Efficient computational tools for inverse imaging problems
用于逆成像问题的高效计算工具
基本信息
- 批准号:EP/M00483X/1
- 负责人:
- 金额:$ 67.17万
- 依托单位:
- 依托单位国家:英国
- 项目类别:Research Grant
- 财政年份:2014
- 资助国家:英国
- 起止时间:2014 至 无数据
- 项目状态:已结题
- 来源:
- 关键词:
项目摘要
A photograph taken with current state-of-the-art digital cameras has between 10 to 20 million pixels. Some cameras have up to 41 million sensor pixels. Despite advances in sensor and optical technology, technically perfect photographs are still elusive in demanding conditions. In low light even the best cameras produce noisy images. Casual photographers cannot always hold the camera steady, and the photograph becomes blurry despite advanced shake reduction technologies. We are thus presented with the challenge of improving the photographs in post-processing. This would desirably be an automated process, based on mathematically well understood models that can be relied upon.The difficulty with real photographs of tens of millions of pixels is that the resulting optimisation problems -- the task of finding the best enhanced image according to a model -- are huge, and computationally very intensive. Moreover, imaging problems generally computationally very intensive. State-of-the-art image processing techniques based on mathematical principles are only up to processing small images in real time. Further, choosing the right parameters for the models can be difficult. Parameter choice can be facilitated, but again in computationally very intensive ways. The question now is, can we design faster optimisation algorithms that would make this and other image processing tasks tractable for real high-resolution photographs?The objective of the proposed project is to develop optimisation algorithms that are up to this task. The focus of the project is on general methods that will be applicable to a wide variety of image processing tasks and general big data problems. Besides photography, we will apply the developed tools to problems from biology and medicine, involving magnetic resonance imaging and microscopy.
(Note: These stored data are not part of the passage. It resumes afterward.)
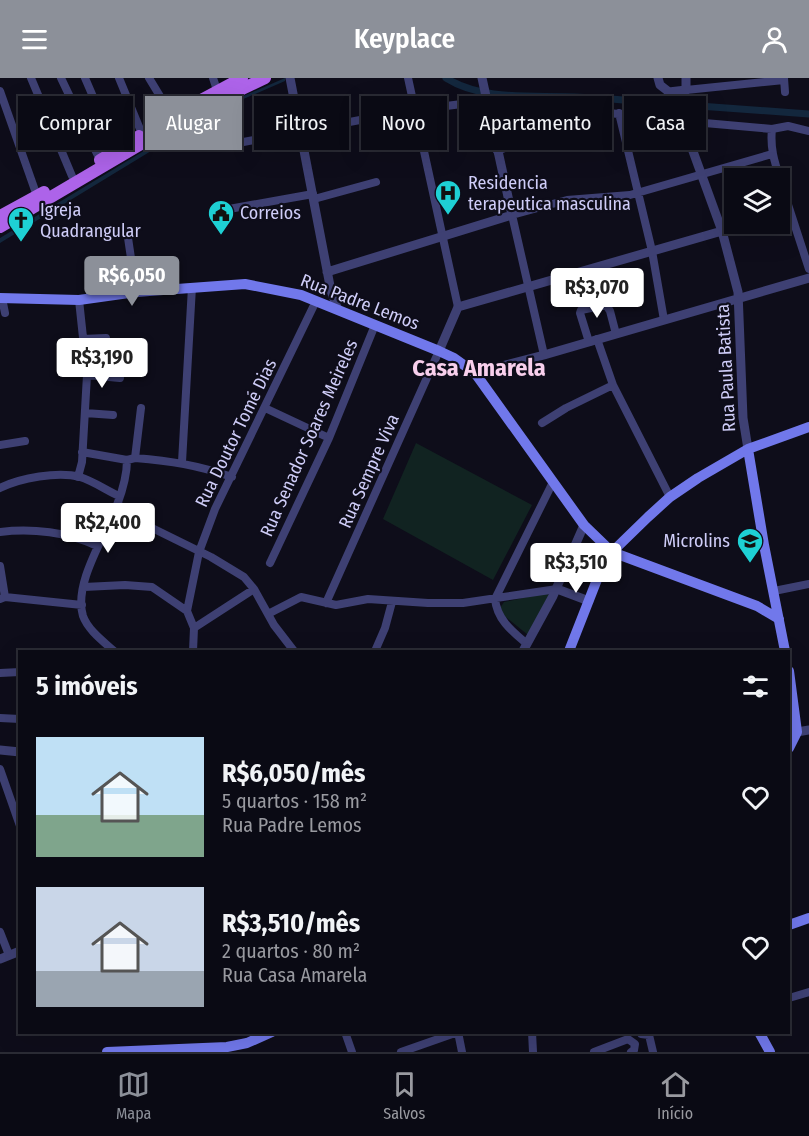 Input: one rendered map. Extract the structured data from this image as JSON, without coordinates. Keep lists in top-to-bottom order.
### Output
{
  "streets": {
    "main road": ["Rua Padre Lemos", "Rua Paula Batista"],
    "street": ["Rua Doutor Tomé Dias", "Rua Senador Soares Meireles", "Rua Sempre Viva"]
  },
  "crossings": [
    ["Rua Padre Lemos", "Rua Doutor Tomé Dias"],
    ["Rua Padre Lemos", "Rua Senador Soares Meireles"],
    ["Rua Padre Lemos", "Rua Sempre Viva"]
  ],
  "districts": ["Casa Amarela"],
  "places": {
    "hospital": ["Residencia terapeutica masculina"],
    "public building": ["Correios"],
    "church": ["Igreja Quadrangular"],
    "school or university": ["Microlins"]
  },
  "page": {
    "header": "Keyplace",
    "chip": [
      "Comprar",
      "Alugar",
      "Filtros",
      "Novo",
      "Apartamento",
      "Casa"
    ],
    "price": [
      "R$6,050",
      "R$3,070",
      "R$3,190",
      "R$2,400",
      "R$3,510"
    ],
    "heading": "5 imóveis",
    "list": [
      {
        "name": "R$6,050/mês",
        "note": "5 quartos · 158 m² · Rua Padre Lemos"
      },
      {
        "name": "R$3,510/mês",
        "note": "2 quartos · 80 m² · Rua Casa Amarela"
      }
    ],
    "tabs": ["Mapa", "Salvos", "Início"]
  }
} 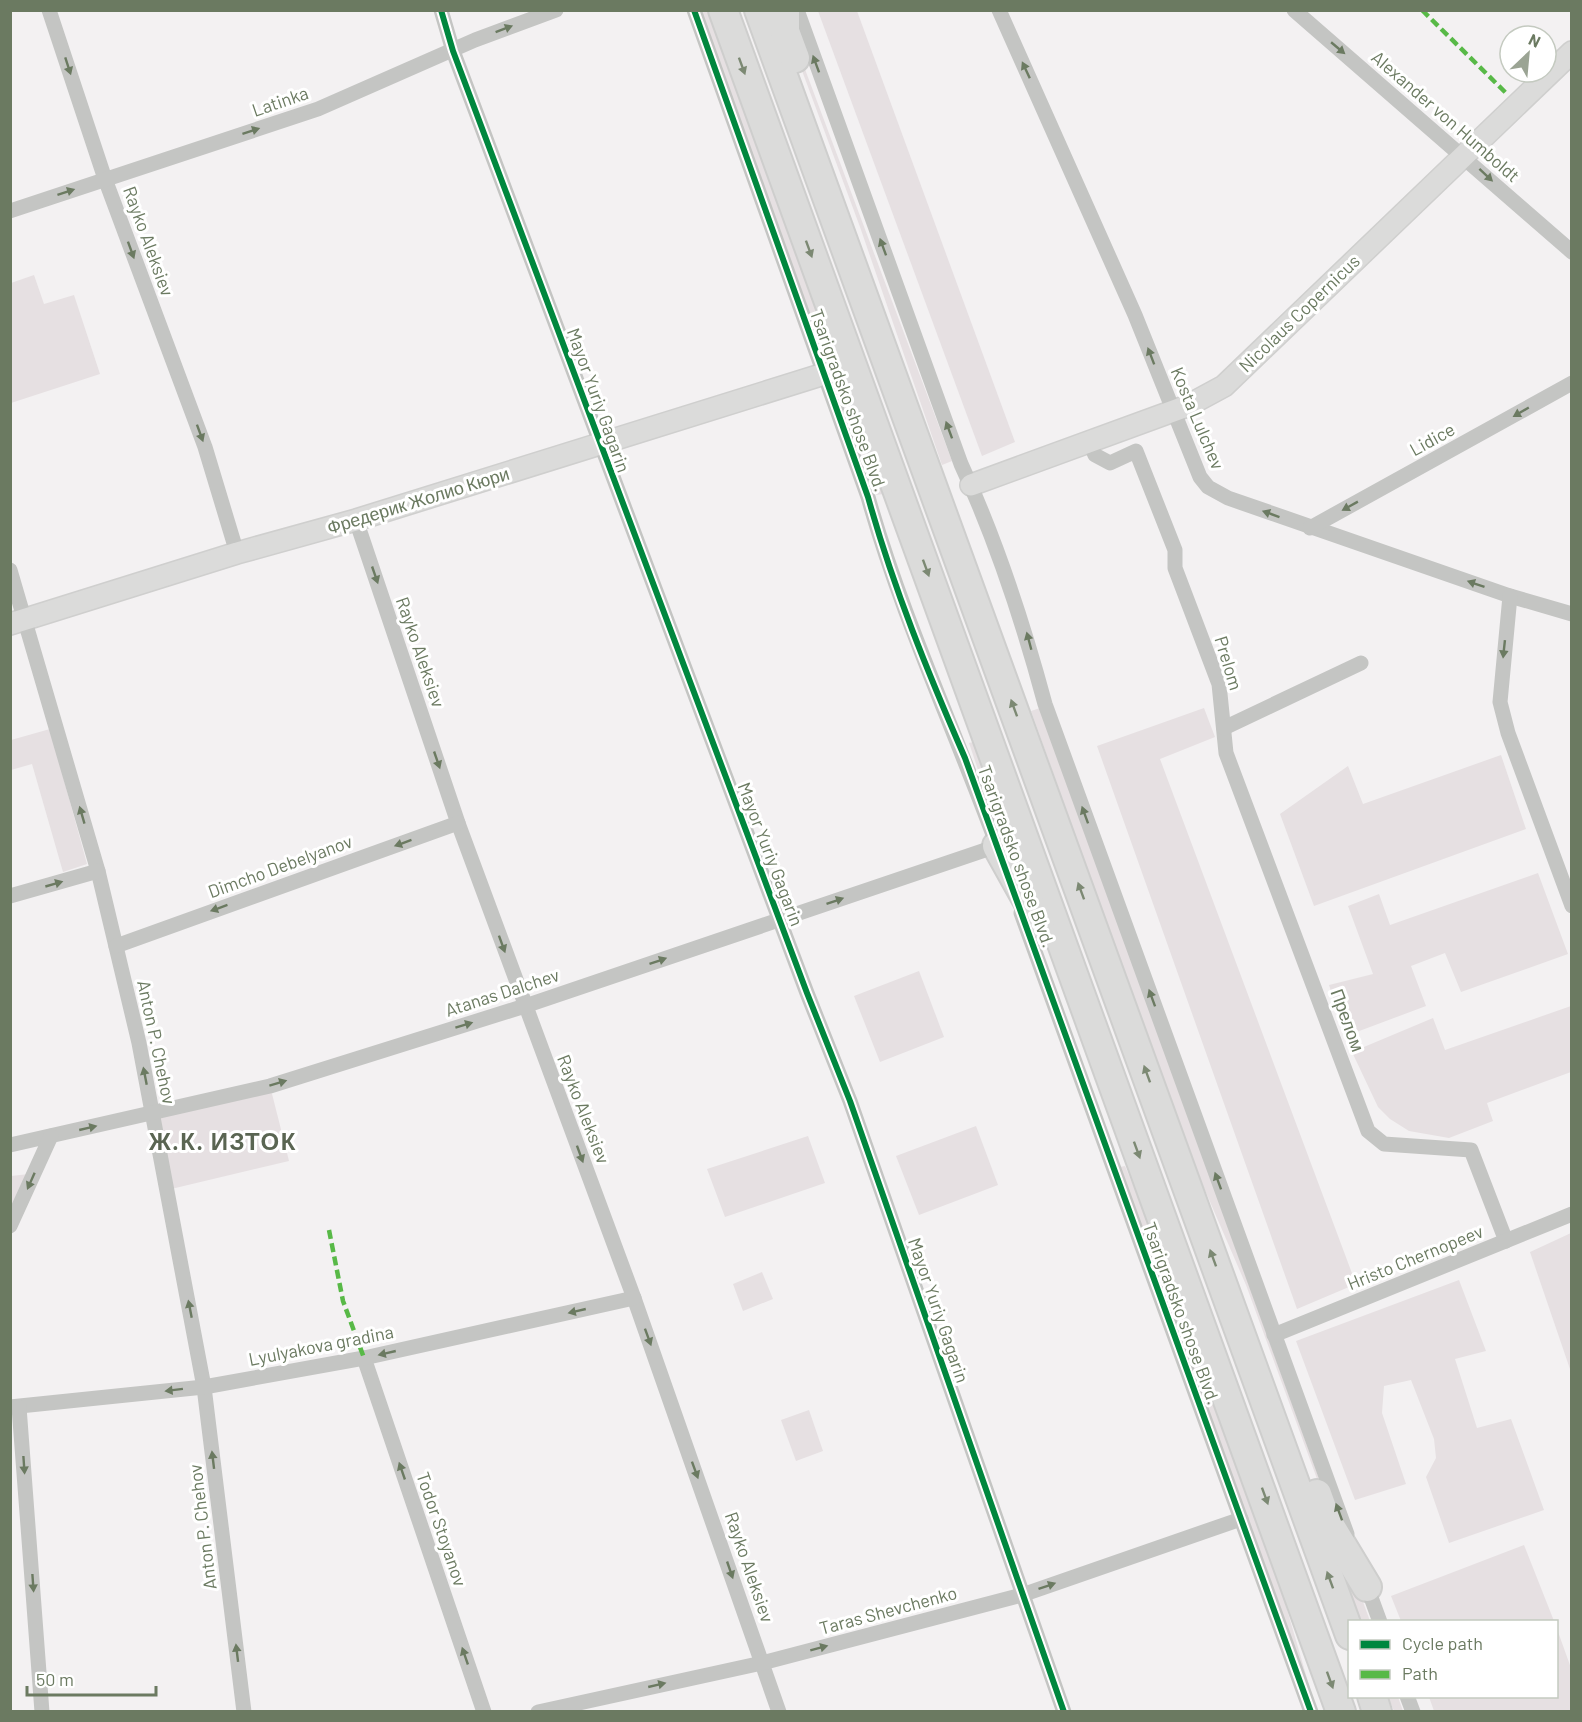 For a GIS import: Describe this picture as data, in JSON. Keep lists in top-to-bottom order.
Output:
{
  "streets": {
    "highway": ["Tsarigradsko shose Blvd."],
    "street": [
      "Latinka",
      "Alexander von Humboldt",
      "Rayko Aleksiev",
      "Nicolaus Copernicus",
      "Mayor Yuriy Gagarin",
      "Kosta Lulchev",
      "Lidice",
      "Фредерик Жолио Кюри",
      "Prelom",
      "Dimcho Debelyanov",
      "Atanas Dalchev",
      "Прелом",
      "Anton P. Chehov",
      "Hristo Chernopeev",
      "Lyulyakova gradina",
      "Todor Stoyanov",
      "Taras Shevchenko"
    ]
  },
  "crossings": [
    ["Latinka", "Rayko Aleksiev"],
    ["Latinka", "Mayor Yuriy Gagarin"],
    ["Alexander von Humboldt", "Nicolaus Copernicus"],
    ["Rayko Aleksiev", "Фредерик Жолио Кюри"],
    ["Rayko Aleksiev", "Dimcho Debelyanov"],
    ["Rayko Aleksiev", "Atanas Dalchev"],
    ["Rayko Aleksiev", "Lyulyakova gradina"],
    ["Rayko Aleksiev", "Taras Shevchenko"],
    ["Nicolaus Copernicus", "Kosta Lulchev"],
    ["Nicolaus Copernicus", "Prelom"],
    ["Mayor Yuriy Gagarin", "Фредерик Жолио Кюри"],
    ["Mayor Yuriy Gagarin", "Atanas Dalchev"],
    ["Mayor Yuriy Gagarin", "Taras Shevchenko"],
    ["Tsarigradsko shose Blvd.", "Фредерик Жолио Кюри"],
    ["Tsarigradsko shose Blvd.", "Atanas Dalchev"],
    ["Tsarigradsko shose Blvd.", "Taras Shevchenko"],
    ["Kosta Lulchev", "Lidice"],
    ["Фредерик Жолио Кюри", "Anton P. Chehov"],
    ["Prelom", "Прелом"],
    ["Dimcho Debelyanov", "Anton P. Chehov"],
    ["Atanas Dalchev", "Anton P. Chehov"],
    ["Прелом", "Hristo Chernopeev"],
    ["Anton P. Chehov", "Lyulyakova gradina"],
    ["Lyulyakova gradina", "Todor Stoyanov"]
  ],
  "one_way": [
    "Latinka",
    "Alexander von Humboldt",
    "Rayko Aleksiev",
    "Kosta Lulchev",
    "Lidice",
    "Dimcho Debelyanov",
    "Atanas Dalchev",
    "Anton P. Chehov",
    "Lyulyakova gradina",
    "Todor Stoyanov",
    "Taras Shevchenko"
  ],
  "districts": ["Ж.К. ИЗТОК"],
  "legend": ["Cycle path", "Path"],
  "scale_bar": "50 m",
  "north": "top right"
} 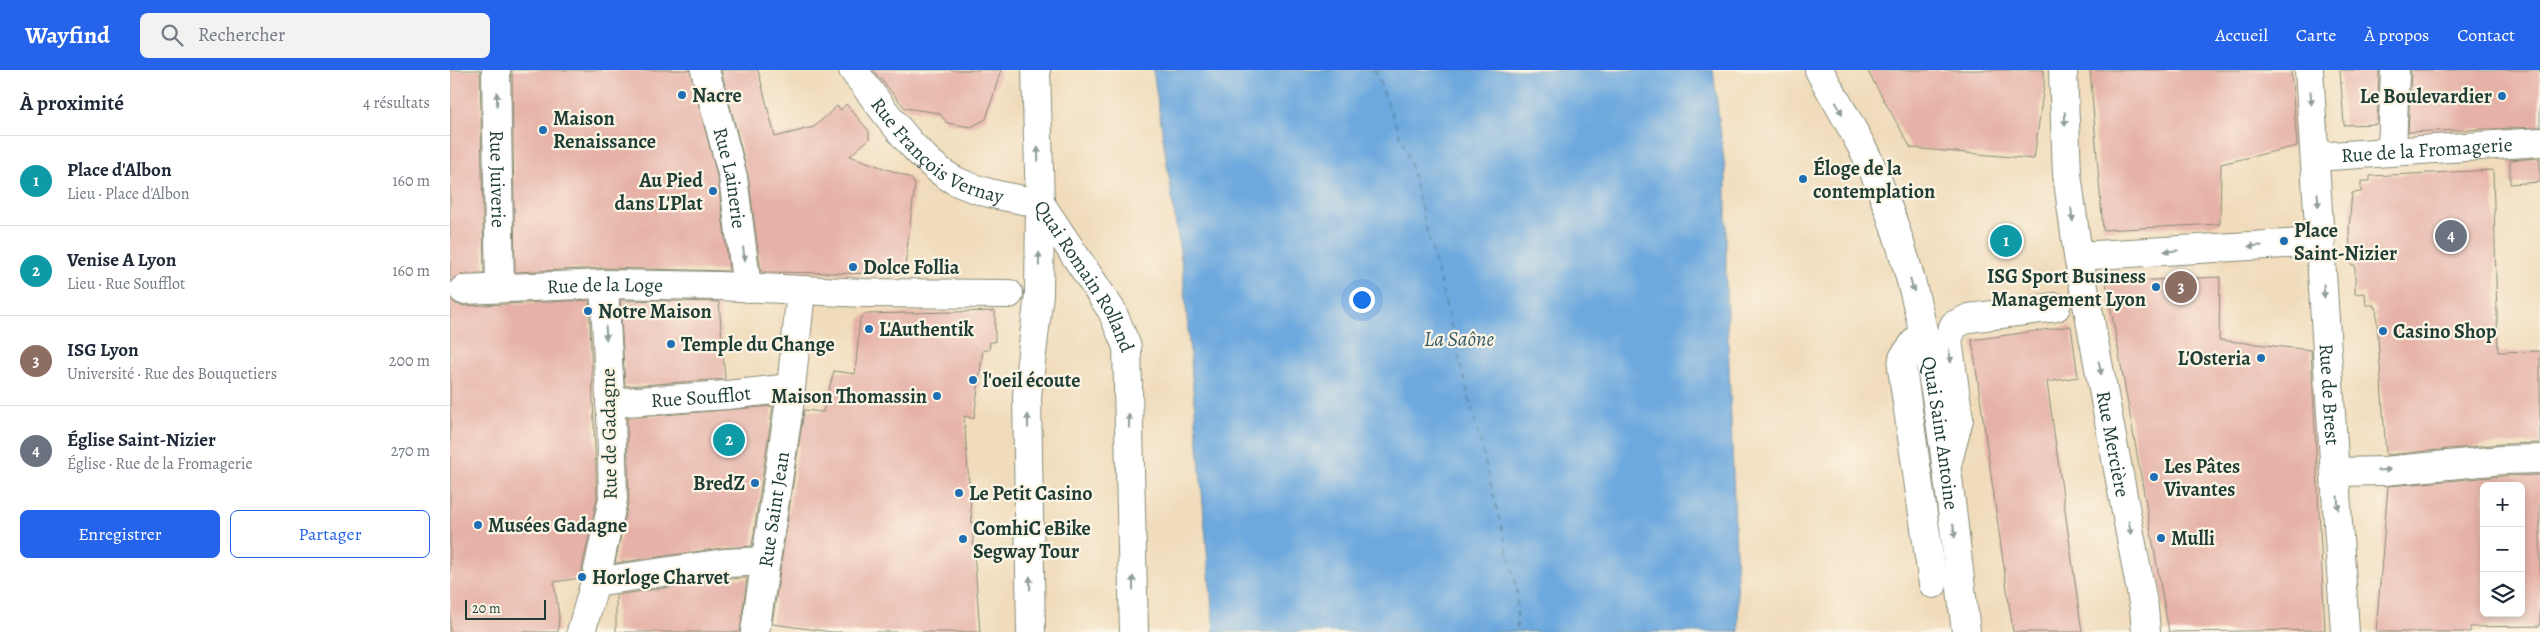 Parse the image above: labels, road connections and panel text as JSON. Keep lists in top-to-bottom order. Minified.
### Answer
{"streets":{"street":["Rue François Vernay","Rue de la Fromagerie","Rue Lainerie","Rue Juiverie","Rue de la Loge","Quai Romain Rolland","Rue de Brest","Rue Soufflot","Quai Saint Antoine","Rue de Gadagne","Rue Mercière","Rue Saint Jean"]},"crossings":[["Rue François Vernay","Quai Romain Rolland"],["Rue de la Fromagerie","Rue de Brest"],["Rue Lainerie","Rue de la Loge"],["Rue Juiverie","Rue de la Loge"],["Rue de la Loge","Rue de Gadagne"],["Rue de la Loge","Rue Saint Jean"],["Rue Soufflot","Rue de Gadagne"],["Rue Soufflot","Rue Saint Jean"]],"one_way":["Rue Lainerie","Rue Juiverie","Quai Romain Rolland","Rue de Brest","Quai Saint Antoine"],"water":["La Saône"],"places":["Nacre","Le Boulevardier","Maison Renaissance","Éloge de la contemplation","Au Pied dans L'Plat","Place Saint-Nizier","Dolce Follia","ISG Sport Business Management Lyon","Notre Maison","L'Authentik","Casino Shop","Temple du Change","L'Osteria","l'oeil écoute","Maison Thomassin","Les Pâtes Vivantes","BredZ","Le Petit Casino","Musées Gadagne","Mulli","ComhiC eBike Segway Tour","Horloge Charvet"],"scale_bar":"20 m","page":{"header":"Wayfind","search":"Rechercher","nav":["Accueil","Carte","À propos","Contact"],"heading":["À proximité","4 résultats"],"list":[{"mark":"1","name":"Place d'Albon","note":"Lieu · Place d'Albon","value":"160 m"},{"mark":"2","name":"Venise A Lyon","note":"Lieu · Rue Soufflot","value":"160 m"},{"mark":"3","name":"ISG Lyon","note":"Université · Rue des Bouquetiers","value":"200 m"},{"mark":"4","name":"Église Saint-Nizier","note":"Église · Rue de la Fromagerie","value":"270 m"}],"pins":["4","1","3","2"],"map_buttons":["+","−"],"buttons":["Enregistrer","Partager"],"scale":"20 m"}}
使用当前最先进的数码相机拍摄的照片具有 10 至 2000 万像素。有些相机的传感器像素高达 4100 万。尽管传感器和光学技术取得了进步,但在苛刻的条件下,技术上完美的照片仍然难以实现。在弱光下,即使是最好的相机也会产生嘈杂的图像。休闲摄影师无法始终稳定地握住相机,尽管采用了先进的防抖技术,照片还是会变得模糊。因此,我们面临着在后期处理中改进照片的挑战。这最好是一个自动化的过程,基于数学上易于理解的模型。数千万像素的真实照片的困难在于,由此产生的优化问题——根据模型找到最佳增强图像的任务——是巨大的,并且计算量非常大。此外,成像问题通常计算量非常大。基于数学原理的最先进的图像处理技术只能实时处理小图像。此外,为模型选择正确的参数可能很困难。可以促进参数选择,但同样以计算量非常大的方式进行。现在的问题是,我们能否设计出更快的优化算法,使该任务和其他图像处理任务能够处理真正的高分辨率照片?该项目的目标是开发适合该任务的优化算法。该项目的重点是适用于各种图像处理任务和一般大数据问题的通用方法。除了摄影之外,我们还将把开发的工具应用于生物学和医学问题,包括磁共振成像和显微镜。
项目成果
期刊论文数量(10)
专著数量(0)
科研奖励数量(0)
会议论文数量(0)
专利数量(0)
GraphXCOVID: Explainable deep graph diffusion pseudo-Labelling for identifying COVID-19 on chest X-rays.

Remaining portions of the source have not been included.